Hindu thought gives this restless pull a name: trishna, which means thirst or craving. The idea is that the mind does not simply want things. It wants, gets, and then wants again. The object changes but the hunger stays. One goal is reached and the mind has already moved to the next gap. This is not a character flaw in particular people. The tradition sees it as a deep feature of the ordinary, unexamined mind. The Gita points to something similar when it talks about desire as a force that is never truly satisfied, the way fire is not satisfied by more fuel. The wanting just grows.

How the mind adapts

There is a related pattern the tradition recognizes. What once felt like enough becomes ordinary. A new home, a raise, a relationship, a big goal achieved, and after a while the mind treats it as the baseline. It stops registering as good fortune and starts scanning for what is still missing. People often notice this without being able to name it. The tradition named it very early and treated it as one of the central facts of inner life, not an exception.
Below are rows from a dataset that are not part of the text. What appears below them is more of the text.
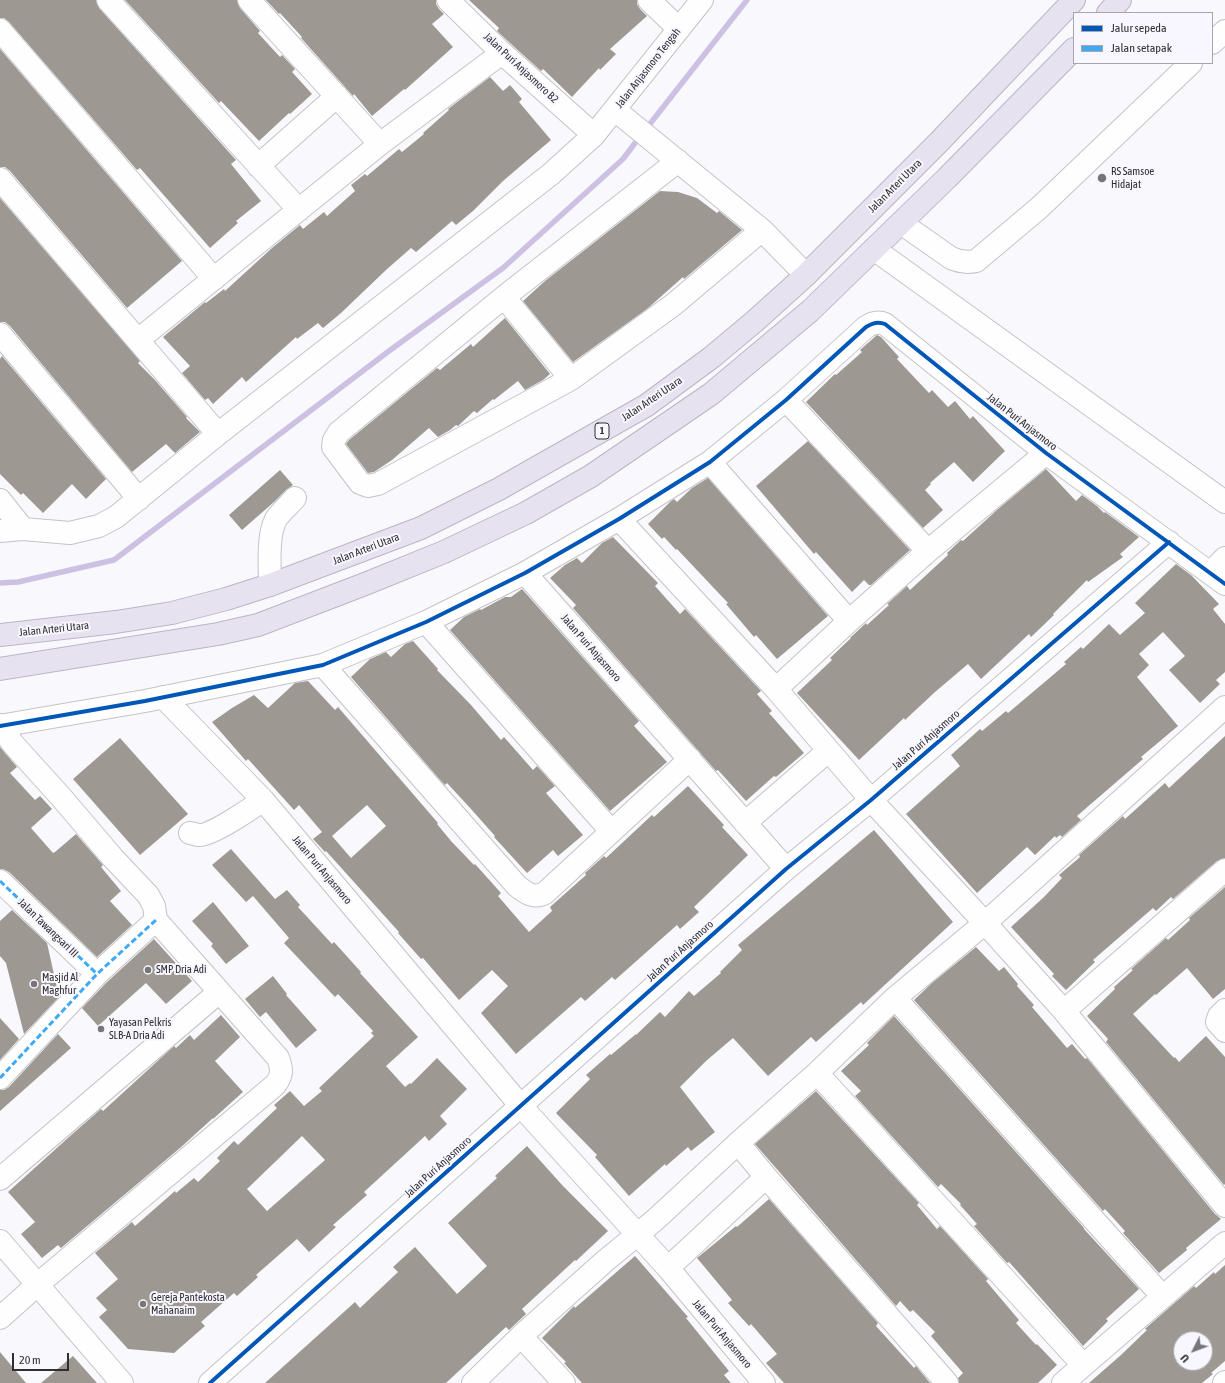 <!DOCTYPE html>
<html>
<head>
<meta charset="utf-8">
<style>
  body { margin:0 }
  #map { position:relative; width:1225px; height:1383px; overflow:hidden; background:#f9f8fc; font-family:"Asap Condensed",sans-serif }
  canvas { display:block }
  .legend { position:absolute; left:1073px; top:12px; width:140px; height:52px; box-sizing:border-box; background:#f8f6fe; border:1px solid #a8a6ac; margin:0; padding:5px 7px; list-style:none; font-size:12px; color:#2f2e32 }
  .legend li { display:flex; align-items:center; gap:8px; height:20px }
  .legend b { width:20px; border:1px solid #a8a6ac }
  .north { position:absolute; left:1173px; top:1331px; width:40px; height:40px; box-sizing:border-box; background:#f8f6fe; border:1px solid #a8a6ac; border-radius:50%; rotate:228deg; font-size:11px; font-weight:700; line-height:16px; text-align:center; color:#2f2e32 }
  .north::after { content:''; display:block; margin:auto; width:14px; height:18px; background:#767579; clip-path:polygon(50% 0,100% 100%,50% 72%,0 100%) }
  .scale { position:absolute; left:12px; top:1353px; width:57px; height:18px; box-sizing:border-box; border:2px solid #2f2e32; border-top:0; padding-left:5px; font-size:12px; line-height:14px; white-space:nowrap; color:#2f2e32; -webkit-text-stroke:3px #f8f6fe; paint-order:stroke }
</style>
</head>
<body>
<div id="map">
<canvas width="1225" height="1383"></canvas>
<ul class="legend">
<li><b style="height:5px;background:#0057b8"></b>Jalur sepeda</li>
<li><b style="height:5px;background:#3fa9f5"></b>Jalan setapak</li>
</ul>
<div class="north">U</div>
<div class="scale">20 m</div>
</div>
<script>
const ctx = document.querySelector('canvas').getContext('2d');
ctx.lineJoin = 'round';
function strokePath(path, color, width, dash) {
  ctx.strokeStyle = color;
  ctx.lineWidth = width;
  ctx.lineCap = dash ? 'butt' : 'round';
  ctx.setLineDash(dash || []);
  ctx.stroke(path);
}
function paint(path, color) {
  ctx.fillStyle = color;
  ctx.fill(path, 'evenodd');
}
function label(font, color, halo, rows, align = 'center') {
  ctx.font = font + ' "Asap Condensed",sans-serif';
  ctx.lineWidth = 4;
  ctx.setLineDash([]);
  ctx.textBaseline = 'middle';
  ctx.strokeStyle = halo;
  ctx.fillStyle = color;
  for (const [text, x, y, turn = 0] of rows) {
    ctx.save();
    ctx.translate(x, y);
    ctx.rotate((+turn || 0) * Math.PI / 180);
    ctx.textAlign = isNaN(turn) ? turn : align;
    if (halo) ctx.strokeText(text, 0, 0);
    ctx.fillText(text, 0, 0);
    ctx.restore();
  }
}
const stream = new Path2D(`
  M646,129L747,0
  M0,583L18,582L114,560L389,351L503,268L623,159L641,135`);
const building = new Path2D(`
  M0,0H96L99,8L236,160L231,164L261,201L236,221L238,223L210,248L140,168L137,170L9,22L4,18H0Z
  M125,0H237L240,8L260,31L258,33L280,57L282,55L295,69L292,72L312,94L290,114L289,113L259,141L221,101L219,103Z
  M266,0H436V4L439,9L444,14L432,24L453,47L405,90L404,89L372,116L354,94L353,96L301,38L302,37L280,13L279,14Z
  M469,0H637V4L640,9L647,16L610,49L616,54L600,70L599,68L572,97L543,69L541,71L511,44L497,31L499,28Z
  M0,49L182,261L127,308L10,171L5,167H0Z
  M490,77L503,91L510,85L522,99L519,102L551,140L503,181L473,211L456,225L452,221L416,252L411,248L386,270L341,313L323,328L318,323L297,339L296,337L246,382L242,377L213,404L208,398L205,400L182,373L190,366L163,337L205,302L206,303L224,289L225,291L272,248L300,225L303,229L324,212L327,216L355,191L351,185L365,174L367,176L399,149L402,152L424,134L423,133L449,110L448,109Z
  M660,191L678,192L697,198L717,213L719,211L742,230L684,279L683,277L647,309L573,362L523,301L545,281Z
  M0,198L140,361L138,363L155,380L187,417L186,418L200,432L175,453L166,444L132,472L10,326L5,322H0Z
  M505,318L550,374L543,380L525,390L518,381L494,400L493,399L477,413L474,411L458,426L456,425L450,430L438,437L429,428L392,460L374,472L368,473L346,444L349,440L437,368L440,370L471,344L473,347Z
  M877,335L881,337L899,357L897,359L929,393L932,390L948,407L955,401L970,419L973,416L1005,451L973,482L954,462L930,483L931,484L925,490L943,510L923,528L806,402L835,374L836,375L862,352L860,350Z
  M2,356L106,479L86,499L72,484L43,513L23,493L21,495L0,474V359Z
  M808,441L910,550L871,585H869L864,580L852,592L816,552L814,554L756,486Z
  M1046,469L1076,501L1082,495L1097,506L1104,513L1105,512L1139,537L1120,554L1123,557L1088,582L1087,580L1053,614L1054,615L1031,637L1029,634L981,679L968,664L935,692L905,720L904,718L859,760L797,693L832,660L830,658L851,638H850L866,623L867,625L889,605L887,604L907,586L910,590L948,555L947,553L961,540L963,541L998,509Z
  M280,470L293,485L286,490L274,502L242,530L229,515Z
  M708,478L828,616L777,659L756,635L754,637L726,604L728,603L677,549L676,550L664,537L662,539L648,524L671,501L674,499L677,502L692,488Z
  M613,537L658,583L655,586L680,614L685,609L761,691L757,694L772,711L769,713L804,753L776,777L774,776L746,801L718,770L716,771L573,608L576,605L550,578L565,565L577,558L582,563L602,543Z
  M1176,564L1191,575L1219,604L1213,609L1225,624V672L1216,680L1220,684L1200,703L1169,670L1185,656L1163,632L1139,654L1149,665L1137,677L1178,726L1141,757L1143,759L1077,816L1081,820L1062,837L1060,835L1056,838L1055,836L1035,855L1027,847L977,893L906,814L960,766L951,755L980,729L982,731L1006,711L1008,713L1066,664L1064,662L1081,647L1083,649L1109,624L1120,635L1145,613L1135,603Z
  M522,589L639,721L634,726L667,762L610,811L450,630L464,617L480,609L481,610L505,597H511Z
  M413,641L438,669L437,670L471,705L501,740L504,737L533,770L537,766L555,786L546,793L583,835L558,856L553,850L527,873L494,837L495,836L471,809L447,783L445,785L441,781L351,677L370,659L386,652L391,657L405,644Z
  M308,681L335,710L338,707L438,823L437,824L451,841L474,865L475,864L501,893L498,896L529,932L552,911L550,907L586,875L585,873L604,856L606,858L652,815L654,817L688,786L724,825L722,827L748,855L694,907L699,912L680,929L677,925L615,980L612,977L585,1001L581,997L516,1054L481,1013L508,986L492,970L459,1000L423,958L421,959L398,933L399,932L326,851L325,852L313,839L322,832L299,805L294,810L248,759L246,761L212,722L232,708L254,695L268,708L295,683ZM367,805L386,826L351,858L332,836Z
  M1225,736V858L1217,861L1173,899L1171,897L1156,911L1153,908L1093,960L1095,962L1066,990L1052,976L1054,974L1011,927L1044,897L1062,878L1059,875L1080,857L1079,855L1123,816L1125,819L1165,783L1169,788Z
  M120,738L188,814L140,855L73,779Z
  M0,747L17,767L10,773L35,800L40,796L52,809L31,828L53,853L55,852L76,834L103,865L101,867L121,891L110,901L132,925L97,957L9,872L3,869H0Z
  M874,830L953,922L863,1005L861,1002L816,1042L811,1037L768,1076L733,1038L706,1061L680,1087L715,1132L691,1151L688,1147L666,1166L665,1164L629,1196L595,1157L597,1155L556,1113L590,1079L586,1075L610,1054L611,1055L636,1034V1035L660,1012L665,1017L689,991L694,996L721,973L720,972L742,950L738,945Z
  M231,849L275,899L287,890L300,905L298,907L332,944L334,942L361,972L360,973L418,1037L386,1066L405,1087L410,1083L411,1084L437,1058L467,1089L440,1116L447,1124L429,1141L425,1136L364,1192L367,1195L333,1225L336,1227L309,1252L297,1239L256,1275L258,1277L237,1296L234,1293L201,1322L205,1326L174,1353L128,1349L99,1317L107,1310L96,1298L118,1279L95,1253L132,1222L135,1226L175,1191L176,1193L194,1178L198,1182L220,1161L217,1158L234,1141L238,1145L277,1108L274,1105L290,1091L304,1106L322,1091L319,1088L374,1036L371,1033L373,1031L338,994L335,997L284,943L289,938L253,896L246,902L212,865ZM302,1136L325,1160L267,1211L247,1189Z
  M1225,887V989L1213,999L1187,968L1156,995L1155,994L1133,1014L1174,1058L1175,1057L1179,1062L1206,1036L1225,1057V1184L1224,1185L1106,1042L1108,1039L1087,1016L1115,989L1114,987L1133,970L1131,969L1166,938L1168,940L1190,920L1189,918Z
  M213,902L249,946L226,964L211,946L213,944L192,921Z
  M12,910L47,943L59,997L24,1034L6,963L0,956V921Z
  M154,939L192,981L166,1004L146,983L98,1026L82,1008L106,983Z
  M976,947L999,971L1004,967L1018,984L1017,986L1034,1005L1032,1007L1067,1048L1072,1044L1085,1059L1087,1058L1215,1214L1221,1219L1186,1248L1187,1250L1159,1273L1123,1233L1125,1231L1105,1209L1103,1211L914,1000L932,983Z
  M273,976L287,994L286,995L317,1030L296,1048L266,1012L260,1017L245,999Z
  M221,1015L240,1037L215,1061L243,1092L213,1119V1118L180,1148L61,1248L58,1245L42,1258L21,1234L35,1222L8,1192L69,1137L101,1109L103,1111L174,1046L176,1048L190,1035L194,1040Z
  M894,1016L1084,1228V1229L1139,1289L1106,1319L1108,1321L1083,1346L1018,1272L1009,1262L1007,1263L974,1226L977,1224L960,1205L961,1204L941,1184L938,1187L855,1096L861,1091L841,1071L869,1045L867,1043Z
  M0,1018L19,1039L0,1060Z
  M58,1034L71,1048L0,1111V1090H4L9,1087Z
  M816,1091L919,1203L917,1205L937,1229L940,1226L988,1279L986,1281L1019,1320L1016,1323L1036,1345L1037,1344L1057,1365L1038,1383H959L958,1378L963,1373L931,1336L935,1332L913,1310L910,1312L900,1301L896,1306L755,1144Z
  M527,1146L563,1186L608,1231L576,1261L575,1260L522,1309L526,1314L509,1330L506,1327L446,1383H265L355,1302L360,1308L398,1272L393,1267L415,1247L457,1294L487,1266L448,1223L497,1178L495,1176Z
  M769,1199L878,1323L876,1326L914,1368L916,1366L930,1383H784L766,1363L777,1354L751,1324L749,1326L728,1303L732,1300L697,1258L736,1226L737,1227Z
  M635,1256L688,1317L686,1318L729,1371L724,1375L731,1383H582L564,1363L566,1362L542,1338L574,1306L575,1308Z
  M1225,1265V1361L1211,1373L1213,1374L1202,1383H1089L1121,1355L1147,1330L1145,1329L1147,1327L1194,1286L1196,1288L1214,1272L1215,1274ZM1181,1339H1205V1363H1181Z
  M0,1352L26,1383H0Z
  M73,1356L97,1383H41Z`);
const minor = new Path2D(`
  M108,0L299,210
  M249,0L380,144
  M448,0L502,53L594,135
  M649,0L679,29
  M0,30L214,279
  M1212,43L1225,31
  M615,110L762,230L806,275
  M678,161L504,297L339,432L334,440L333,447L360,483L368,486L378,484L571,379L673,305L762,230
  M258,166L337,96
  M0,179L218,434
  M901,223L951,258C960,262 967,263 976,261L1039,208L1191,63
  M874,249L1225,502
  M504,297L571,379
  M0,334L139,499
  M138,340L380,144L502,53
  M786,400L928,551
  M710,462L849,621
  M0,500L23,529
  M619,519L776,689L871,800L985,923L1064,1011L1225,1206
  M0,531L23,529L70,533L99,526L116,517L218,434L551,174L594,135L702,0
  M525,573L786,869
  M1210,573L1225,558
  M270,585C270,566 267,536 276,519C281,512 289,505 295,498
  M426,622L611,831
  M323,665L517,886C526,893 534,899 545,893L690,759
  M776,689L849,621L928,551L1046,453
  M163,697L263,800L520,1105L668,1268L764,1383
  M0,725L13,744L61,797L113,858L148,895L154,906L156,920L278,1058C282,1069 283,1075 275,1085L37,1285L0,1318
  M0,726L145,701L323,665L426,622L525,573L619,519L710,462L786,400L866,327C872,323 878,321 885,324L1046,453L1225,584
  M745,823L828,751
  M190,833C193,833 196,835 199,835C211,836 252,808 263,800
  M0,881L97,974
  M895,998L1163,1297
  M1225,1010L1219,1016L1217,1022L1225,1031
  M1064,1011L1225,870
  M817,1073L1083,1365
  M0,1078L97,974L156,920
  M738,1143L766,1177L947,1383
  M0,1179L219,992
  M0,1241L122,1383
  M668,1268L766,1177
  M521,1336L564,1383
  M210,1383L786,869L871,800L1169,542
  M473,1383L521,1336L605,1261L655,1220L738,1143L817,1073L895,998L985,923L1225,707
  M1063,1383L1225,1243
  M1224,1383L1225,1382`);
const highway = new Path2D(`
  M1108,13L1120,0
  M0,635L116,622L172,613L226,599L270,585L421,528L499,489L647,405L712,357L755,321L806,275L938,143L1074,0
  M0,669L218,634L258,625L365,584L444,552L526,513L591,476L711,394L810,311L947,178L1074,49`);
const quiet = new Path2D(`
  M0,881L97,974
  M0,1078L97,974L156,920`);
const cycleway = new Path2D(`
  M0,726L145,701L323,665L426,622L525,573L619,519L710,462L786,400L866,327C872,323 878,321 885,324L1046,453L1225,584
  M210,1383L786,869L871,800L1169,542`);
const markers = [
  [1102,178,5,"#767579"],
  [148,970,4,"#767579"],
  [34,984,4,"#767579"],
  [101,1029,4,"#767579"],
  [143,1304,4,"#767579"]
];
const shields = [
  [602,431,14]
];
const shieldNames = [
  ["1",602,431]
];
const streetNames = [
  ["Jalan Puri Anjasmoro B2",521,68,43],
  ["Jalan Anjasmoro Tengah",648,68,-52],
  ["Jalan Arteri Utara",895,186,-45],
  ["Jalan Arteri Utara",652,399,-34],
  ["Jalan Puri Anjasmoro",1022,422,38],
  ["Jalan Arteri Utara",366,549,-21],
  ["Jalan Arteri Utara",54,629,-6],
  ["Jalan Puri Anjasmoro",591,648,49],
  ["Jalan Puri Anjasmoro",926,740,-41],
  ["Jalan Puri Anjasmoro",322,870,50],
  ["Jalan Tawangsari III",48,928,44],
  ["Jalan Puri Anjasmoro",680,951,-42],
  ["Jalan Puri Anjasmoro",438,1167,-42],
  ["Jalan Puri Anjasmoro",722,1334,50]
];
const poiNames = [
  ["RS Samsoe",1111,172],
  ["Hidajat",1111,185],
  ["SMP Dria Adi",156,970],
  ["Masjid Al",42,978],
  ["Maghfur",42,991],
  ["Yayasan Pelkris",109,1023],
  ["SLB-A Dria Adi",109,1036],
  ["Gereja Pantekosta",151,1298],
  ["Mahanaim",151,1311]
];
strokePath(stream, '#ccc1e3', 5.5);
paint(building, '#9d9992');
strokePath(minor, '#c4c3c7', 24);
strokePath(highway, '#bbb5c6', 24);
strokePath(minor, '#fefeff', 22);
strokePath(highway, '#e6e2ef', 22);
strokePath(quiet, '#3fa9f5', 3, [6, 3]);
strokePath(cycleway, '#0057b8', 4);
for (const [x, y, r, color] of markers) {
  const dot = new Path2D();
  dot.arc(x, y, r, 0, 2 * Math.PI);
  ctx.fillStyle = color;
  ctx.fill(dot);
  strokePath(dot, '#f8f6fe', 1.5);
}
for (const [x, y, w] of shields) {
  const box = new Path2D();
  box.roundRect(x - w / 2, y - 8, w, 16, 3);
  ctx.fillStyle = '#f8f6fe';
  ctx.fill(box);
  strokePath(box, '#2f2e32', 1);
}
label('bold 10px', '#2f2e32', null, shieldNames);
label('11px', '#2f2e32', '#f8f6fe', streetNames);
label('11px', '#2f2e32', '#f8f6fe', poiNames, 'left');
</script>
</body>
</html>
Comparison and the moving target

Part of what feeds the habit is comparison. The mind naturally measures its situation against something else, another person, a past moment, an imagined future. Hindu thought does not treat comparison as simply foolish. It recognizes that the mind is built to measure and assess. The problem is when that measuring never rests, when there is always a standard just out of reach. In that state, even genuine good fortune does not quite land, because the comparison has already shifted.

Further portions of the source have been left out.